Debt Terms: Binding on other companies, but helping Strategy
In addition to a positive supply situation, Strategy also has a certain advantage in terms of the debt it has taken on. Not all debts are created equal. Credit card debt, mortgages, margin loans, these are all very different types of debt.
Credit card debt is personal debt that depends on your salary and ability to pay off the debt, not asset-backed, and often has an annual interest rate of up to 20% or more. A margin loan is usually a loan made against the assets you already have (usually stocks) as collateral, and if the total value of your assets is close to the amount you owe, your broker or bank may confiscate all of your funds. A mortgage, on the other hand, is seen as the "holy grail" of debt, as it allows you to use the loan to buy an asset (such as a house) that would normally appreciate in value, while only paying monthly interest on the loan (i.e. mortgage repayment).
While this is not completely risk-free, especially in the current interest rate environment, where interest can accumulate to unsustainable levels, it is still the most flexible compared to other types of loans because interest rates are lower and assets are not forfeited as long as monthly payments are made on time.
Typically, mortgages are limited to housing. However, a business loan can sometimes operate similarly to a mortgage loan, where interest is paid over a set period of time, while the loan principal (i.e., the initial amount of the loan) only needs to be repaid at the end of that term. Although loan terms can vary greatly, generally the debt holder does not have the right to sell the company's assets as long as the interest is paid on time.
Chart source: @glxyresearch
This flexibility makes it easier for corporate borrowers like Strategy to deal with market volatility, which also makes $MSTR a way to "harvest" the volatility of the crypto market.

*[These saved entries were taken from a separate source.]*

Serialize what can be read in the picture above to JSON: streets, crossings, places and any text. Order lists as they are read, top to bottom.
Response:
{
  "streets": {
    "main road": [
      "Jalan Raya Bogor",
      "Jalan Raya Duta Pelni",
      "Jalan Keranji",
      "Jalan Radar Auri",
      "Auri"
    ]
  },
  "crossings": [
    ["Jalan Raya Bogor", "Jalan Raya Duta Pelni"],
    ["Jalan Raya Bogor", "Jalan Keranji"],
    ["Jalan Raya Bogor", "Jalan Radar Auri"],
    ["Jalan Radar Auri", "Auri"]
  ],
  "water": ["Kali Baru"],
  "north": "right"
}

However, this does not mean that the risk is completely eliminated.
conclusion
Strategy is not in the leveraged business, but in the arbitrage business.
While it does hold some debt at the moment, it would take the price of Bitcoin to fall to around $15,000 per coin within five years before it poses a serious risk to Strategy. This will be the focus of another topic as "vault companies" (referring to companies that copy Strategy's Bitcoin accumulation strategy) expand, including MetaPlanet, @DavidFBailey's Nakamoto, and many others.
However, if these vault companies stop charging premiums in order to compete with each other and start taking on excessive debt, the whole situation will change and there could be serious consequences.